Segment Start: RECORDS PROVIDED

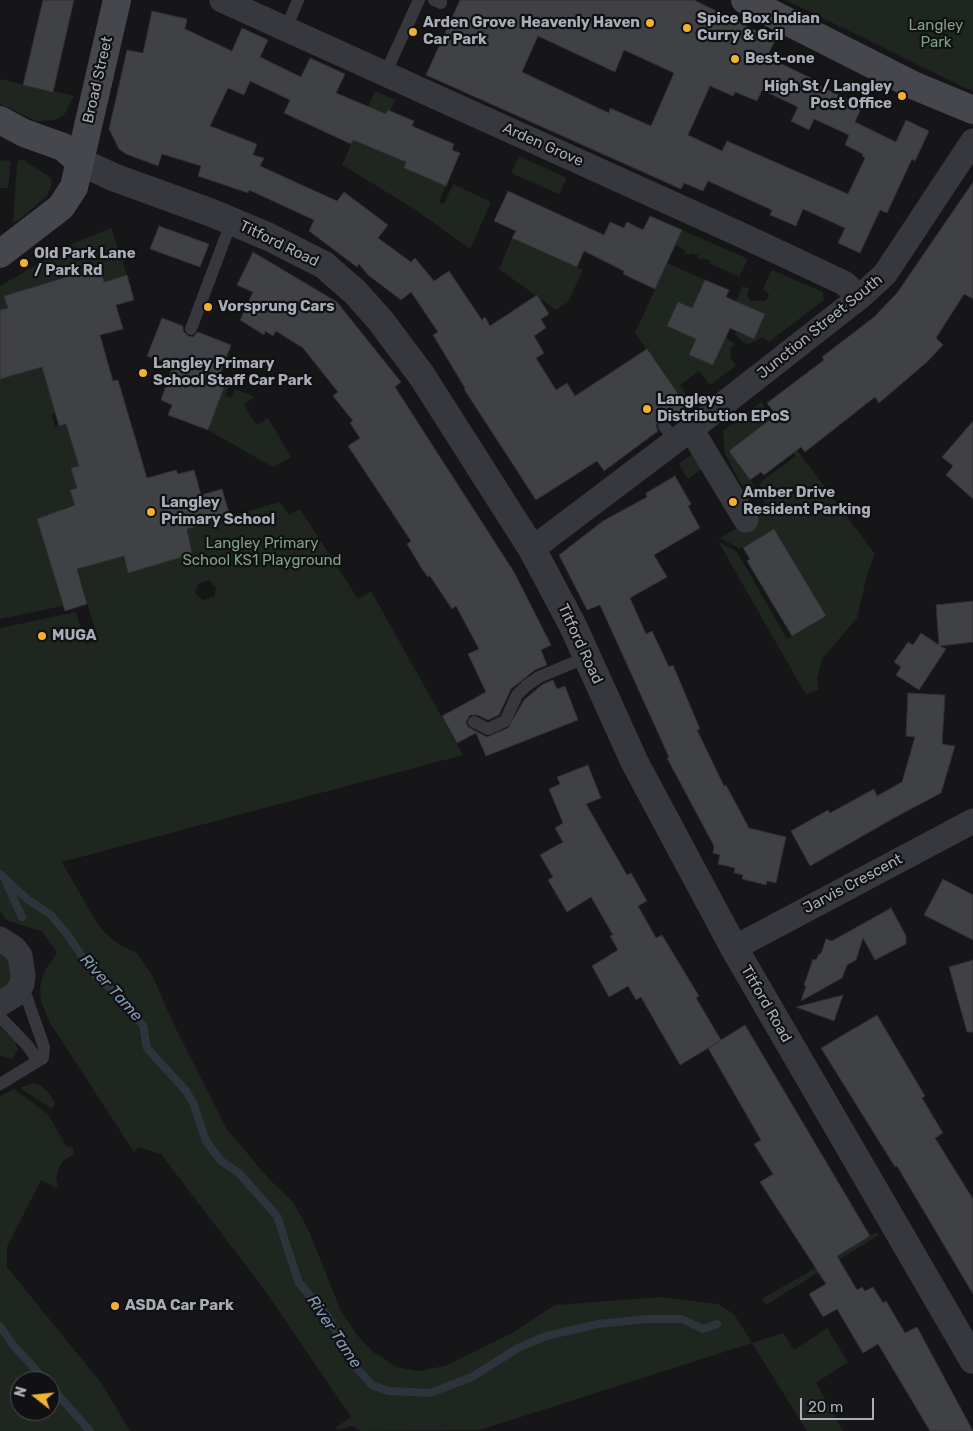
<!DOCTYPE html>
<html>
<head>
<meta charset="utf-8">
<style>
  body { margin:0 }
  #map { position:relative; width:973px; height:1431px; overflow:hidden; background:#161618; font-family:Rubik,sans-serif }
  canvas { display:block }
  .north { position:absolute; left:10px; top:1371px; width:50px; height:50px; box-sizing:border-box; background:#111113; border:1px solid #4d4f55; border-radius:50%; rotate:286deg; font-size:14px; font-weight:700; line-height:20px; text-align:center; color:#a8adb8 }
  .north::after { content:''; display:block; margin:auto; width:18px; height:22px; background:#f2b134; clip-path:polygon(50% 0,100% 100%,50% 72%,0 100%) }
  .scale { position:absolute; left:800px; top:1398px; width:74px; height:22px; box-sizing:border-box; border:2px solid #a8adb8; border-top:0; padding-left:6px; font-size:15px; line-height:18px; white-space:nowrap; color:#a8adb8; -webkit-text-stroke:4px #111113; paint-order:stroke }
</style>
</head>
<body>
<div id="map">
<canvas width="973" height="1431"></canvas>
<div class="north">N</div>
<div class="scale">20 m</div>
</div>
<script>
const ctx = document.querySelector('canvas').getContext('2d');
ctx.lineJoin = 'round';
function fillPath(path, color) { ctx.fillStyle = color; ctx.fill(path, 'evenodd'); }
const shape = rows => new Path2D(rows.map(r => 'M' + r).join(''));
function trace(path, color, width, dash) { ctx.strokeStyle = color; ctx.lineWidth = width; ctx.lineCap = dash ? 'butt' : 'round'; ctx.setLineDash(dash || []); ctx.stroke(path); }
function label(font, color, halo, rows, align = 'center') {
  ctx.font = font + ' Rubik,sans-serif'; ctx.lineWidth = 4.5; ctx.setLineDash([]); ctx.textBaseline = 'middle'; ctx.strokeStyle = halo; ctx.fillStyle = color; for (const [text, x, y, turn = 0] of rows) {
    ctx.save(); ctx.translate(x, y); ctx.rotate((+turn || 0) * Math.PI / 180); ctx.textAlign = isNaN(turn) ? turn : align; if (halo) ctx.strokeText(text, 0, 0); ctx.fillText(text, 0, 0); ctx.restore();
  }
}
fillPath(shape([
  [786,0,973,0,973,90,965,88],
  [0,79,74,96,64,115,55,120,36,121,0,104],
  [375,91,395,100,390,111,388,110,363,144,406,162,404,168,446,186,439,202,444,204,453,184,491,202,470,249,413,208,342,165],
  [519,156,567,178,559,194,511,173],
  [0,160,11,161,8,188,0,188],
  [19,160,23,160,51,178,52,184,47,196,19,220,13,222,17,163],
  [111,228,127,275,104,282,100,268,4,296,8,308,0,310,0,286,74,243],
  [682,230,748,259,739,277,709,263,710,260,697,258,698,255,692,253,690,255,684,253,685,250,675,245],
  [512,238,583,270,568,302,556,310,499,269],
  [667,263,705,280,692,308,678,302,667,326,696,339,689,355,713,365,726,337,735,344,731,348,730,357,736,366,710,385,699,371,680,385,693,405,688,408,635,333],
  [772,270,823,292,824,300,769,342,763,337,747,345,735,334,737,331,765,314,736,301,743,286,749,289,747,295,750,301,765,301,768,298,769,294,763,289],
  [42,359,55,413,52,415,55,427,67,424,79,466,71,468,77,488,71,490,80,503,61,509,63,515,37,519,63,606,0,619,0,369],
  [225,385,229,387,225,396,231,398,235,389,255,397,244,404,250,415,257,425,268,418,291,457,273,467,208,430],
  [761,402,875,554,867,575,857,618,822,659,817,678,819,689,806,695,718,541,737,552,787,639,826,617,774,529,740,549,720,538,769,510,759,492,761,482,796,456,769,421,729,451,756,488,753,489,744,487,740,482,725,454,723,431],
  [696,451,706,466,688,479,679,464],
  [279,502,289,515,300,509,358,599,371,591,463,755,62,862,95,920,103,931,120,945,137,953,153,977,174,1025,226,1128,269,1179,293,1202,308,1229,340,1309,357,1335,373,1352,397,1367,418,1371,445,1366,512,1333,555,1305,661,1297,718,1304,734,1314,752,1343,783,1333,794,1350,827,1328,848,1362,816,1383,843,1431,807,1431,752,1343,480,1430,361,1431,352,1426,339,1430,335,1428,351,1417,266,1292,161,1154,138,1147,134,1152,50,1023,41,1001,40,985,45,970,57,953,43,932,6,920,0,911,0,628,76,612,86,644,98,640,79,574,73,571,123,555,128,572,189,536,187,529],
  [209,580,216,588,214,597,202,600,195,593,198,584],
  [0,946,12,958,10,982,0,992],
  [0,1027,15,1041,18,1049,13,1059,0,1056],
  [32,1083,40,1085,48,1092,55,1103,52,1109,20,1088],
  [14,1089,48,1114,66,1146,73,1148,74,1154,63,1161,59,1168,56,1177,58,1189,41,1180,7,1247,7,1267,102,1384,130,1431,0,1431,0,1096],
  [20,1381,50,1381,50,1411,20,1411],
  [877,1232,879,1235,766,1305,762,1299]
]), '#1e261f');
trace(shape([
  [0,874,27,899,51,915,66,933,96,976,126,1002,136,1018,143,1025,147,1048,186,1091,193,1103,206,1141,221,1161,239,1173,277,1216,299,1283,327,1315,354,1365,372,1385,388,1391,430,1393,472,1377,518,1348,546,1336,598,1324,646,1319,682,1319,703,1329,717,1324],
  [6,882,22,917],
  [0,1326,13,1345,46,1381],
  [50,1386,90,1431]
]), '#2c353c', 8);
const building = shape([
  [43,0,74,0,53,92,23,85,43,0],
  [460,0,694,0,775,40,767,57,811,78,809,81,862,106,855,122,896,142,906,120,929,131,915,161,912,159,887,213,880,210,860,253,838,243,845,228,803,209,796,226,770,215,772,210,708,181,703,191,684,183,681,189,426,75,460,0],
  [538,36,615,72,624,50,674,73,651,126,610,108,609,113,522,72,538,36],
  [710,86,733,96,735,92,757,101,762,90,798,107,791,121,809,130,814,119,849,135,845,145,863,154,862,156,865,158,848,194,727,141,722,151,688,135,710,86],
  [152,11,187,19,185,29,232,51,242,28,268,40,260,57,301,77,310,58,345,74,336,93,386,114,388,110,414,121,412,126,454,144,452,150,460,153,446,186,404,168,406,162,353,140,351,144,284,113,290,100,250,81,244,95,228,88,210,126,257,144,253,155,264,158,260,166,337,201,344,192,388,225,378,238,411,262,415,258,434,281,449,271,482,320,485,317,490,326,537,295,549,314,541,319,546,328,534,336,544,353,536,358,556,390,567,383,575,396,647,349,688,408,671,421,664,418,659,420,656,426,658,431,604,471,597,461,536,500,464,389,465,388,433,335,438,332,411,292,401,300,368,275,359,264,357,267,309,231,314,220,249,190,248,193,198,176,201,166,162,154,158,166,126,154,119,149,109,129,127,50,143,53,152,11],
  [973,182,973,299,964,294,936,338,943,345,927,362,879,403,875,397,805,452,801,447,764,475,761,472,750,480,729,451,776,415,767,403,824,360,822,357,874,317,897,293,973,182],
  [508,191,604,235,610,222,624,228,627,222,643,230,650,216,682,230,655,289,623,274,624,271,584,251,577,267,512,238,516,231,494,221,508,191],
  [159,226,209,244,200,267,150,249,159,226],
  [253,252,337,302,401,382,395,387,514,572,551,645,541,650,547,665,535,670,511,689,499,715,488,720,477,715,470,715,466,722,468,727,487,737,508,728,524,700,543,684,553,680,557,689,565,686,578,720,486,756,476,733,457,743,442,716,486,692,468,654,479,649,456,606,452,609,430,576,428,577,422,569,407,544,411,541,348,446,360,438,350,423,353,421,333,396,338,392,303,348,276,331,273,336,265,331,264,335,240,320,253,292,237,285,253,252],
  [100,267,104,282,127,275,134,300,116,305,123,329,100,335,113,381,118,380,147,478,176,470,178,474,194,470,201,495,222,489,230,516,187,529,192,554,128,573,124,556,77,569,87,604,65,611,37,519,75,505,70,490,77,488,71,468,79,466,66,424,59,426,42,367,0,379,0,310,8,308,4,296,100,267],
  [705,280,729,290,726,297,765,314,754,339,730,328,713,365,689,355,696,339,667,326,678,302,692,308,705,280],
  [162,318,183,326,183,331,188,336,193,337,198,332,231,345,217,382,225,385,208,430,168,415,172,405,161,400,173,365,147,356,162,318],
  [973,421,973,499,946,475,953,466,942,457,973,421],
  [675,476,691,504,688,506,700,528,654,555,667,577,630,598,646,634,652,631,669,667,673,665,700,729,697,730,724,786,726,785,749,828,786,837,776,883,767,881,766,885,742,879,743,875,734,873,735,868,718,864,720,855,713,853,714,846,667,758,669,757,600,605,587,610,559,555,603,521,647,497,646,493,675,476],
  [774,529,826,616,792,636,747,561,750,559,743,548,774,529],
  [973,601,973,642,940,646,946,649,919,690,896,675,901,667,894,662,908,642,913,645,921,633,939,645,936,605,973,601],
  [908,693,945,695,942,744,955,746,941,793,894,818,810,866,791,831,828,810,830,813,874,789,877,796,902,782,915,737,906,736,908,693],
  [588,765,601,798,586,804,627,875,631,873,647,901,638,906,656,938,662,935,699,996,696,998,721,1040,745,1025,870,1236,837,1256,857,1290,862,1287,865,1291,873,1287,883,1303,886,1301,905,1333,917,1327,973,1431,930,1431,878,1344,863,1353,837,1309,823,1317,809,1294,826,1284,760,1182,773,1174,754,1144,761,1140,708,1048,720,1041,680,1065,641,997,636,1000,628,986,609,997,592,966,618,950,610,936,613,935,591,897,567,912,548,880,553,877,540,855,563,842,555,828,563,823,549,789,560,784,557,777,588,765],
  [943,879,973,895,973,940,924,915,943,879],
  [891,908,906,936,906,944,875,960,863,938,856,960,847,965,842,978,801,1001,806,986,804,985,813,959,816,960,819,954,821,954,826,939,832,941,891,908],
  [973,960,973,1032,967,1032,949,967,973,960],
  [843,995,834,1021,796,1007,843,995],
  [877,1015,925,1096,922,1098,943,1133,935,1138,973,1199,973,1294,897,1166,895,1167,821,1048,877,1015]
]);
fillPath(building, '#404145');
trace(building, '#303034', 1);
trace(shape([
  [434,0,441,3],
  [286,29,298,0],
  [385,74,419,0],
  [191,329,232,220],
  [664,426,675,441],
  [474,722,488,729,505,721,517,695,526,686,539,677,587,657],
  [0,1017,27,1045,38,1061],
  [0,1084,43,1058,44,1047,22,984]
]), '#37383d', 12);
trace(shape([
  [222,0,748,238,844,283,860,297],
  [691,429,746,520],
  [532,549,699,423,860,297,885,274,973,141],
  [0,939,14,948,20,956,23,975,22,984,16,994,0,1004],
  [734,948,973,821]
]), '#37383d', 25);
trace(shape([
  [79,161,113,177,212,213,269,237,324,265,355,292,380,320,422,376,532,549,573,626,635,763,734,948,973,1360]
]), '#37383d', 28);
trace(shape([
  [745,0,915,86,973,110],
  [0,120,24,133,63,147,79,161],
  [0,254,61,207,74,187,117,0]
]), '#45474d', 28);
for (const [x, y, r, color] of [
  [650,23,5,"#f2b134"],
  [687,28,5,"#f2b134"],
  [413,32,5,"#f2b134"],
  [735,59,5,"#f2b134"],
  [902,96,5,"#f2b134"],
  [24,263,5,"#f2b134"],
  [208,307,5,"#f2b134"],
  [143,373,5,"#f2b134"],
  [647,409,5,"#f2b134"],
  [733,502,5,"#f2b134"],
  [151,512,5,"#f2b134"],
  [42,636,5,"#f2b134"],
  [115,1306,5,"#f2b134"]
]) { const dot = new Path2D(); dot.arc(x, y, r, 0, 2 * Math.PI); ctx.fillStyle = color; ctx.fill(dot); trace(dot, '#111113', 2); }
label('bold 15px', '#a8adb8', '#111113', [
  ["Spice Box Indian",697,19],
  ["Curry & Gril",697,36],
  ["Arden Grove",423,23],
  ["Car Park",423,40],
  ["Heavenly Haven",640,23,"right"],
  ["Best-one",745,59],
  ["High St / Langley",892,87,"right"],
  ["Post Office",892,104,"right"],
  ["Old Park Lane",34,254],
  ["/ Park Rd",34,271],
  ["Vorsprung Cars",218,307],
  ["Langley Primary",153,364],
  ["School Staff Car Park",153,381],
  ["Langleys",657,400],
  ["Distribution EPoS",657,417],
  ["Amber Drive",743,493],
  ["Resident Parking",743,510],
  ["Langley",161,503],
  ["Primary School",161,520],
  ["MUGA",52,636],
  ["ASDA Car Park",125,1306]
], 'left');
label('15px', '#7fa381', '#111113', [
  ["Langley",936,26],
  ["Park",936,43],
  ["Langley Primary",262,544],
  ["School KS1 Playground",262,561]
]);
label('15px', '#a8adb8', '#111113', [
  ["Broad Street",98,80,-77],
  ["Arden Grove",543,145,24],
  ["Titford Road",279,244,26],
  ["Junction Street South",820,327,-39],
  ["Titford Road",580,644,65],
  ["Jarvis Crescent",853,884,-28],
  ["Titford Road",766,1004,60]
]);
label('italic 16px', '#7f9bb3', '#111113', [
  ["River Tame",111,988,48],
  ["River Tame",334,1332,56]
]);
</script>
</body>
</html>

Segment End: RECORDS PROVIDED

▸ **TASK REQUIREMENTS**: Say how many lines above contain "canvas", and give no words besides the number.

▸ **RESPONSE TO THE TASK**: 3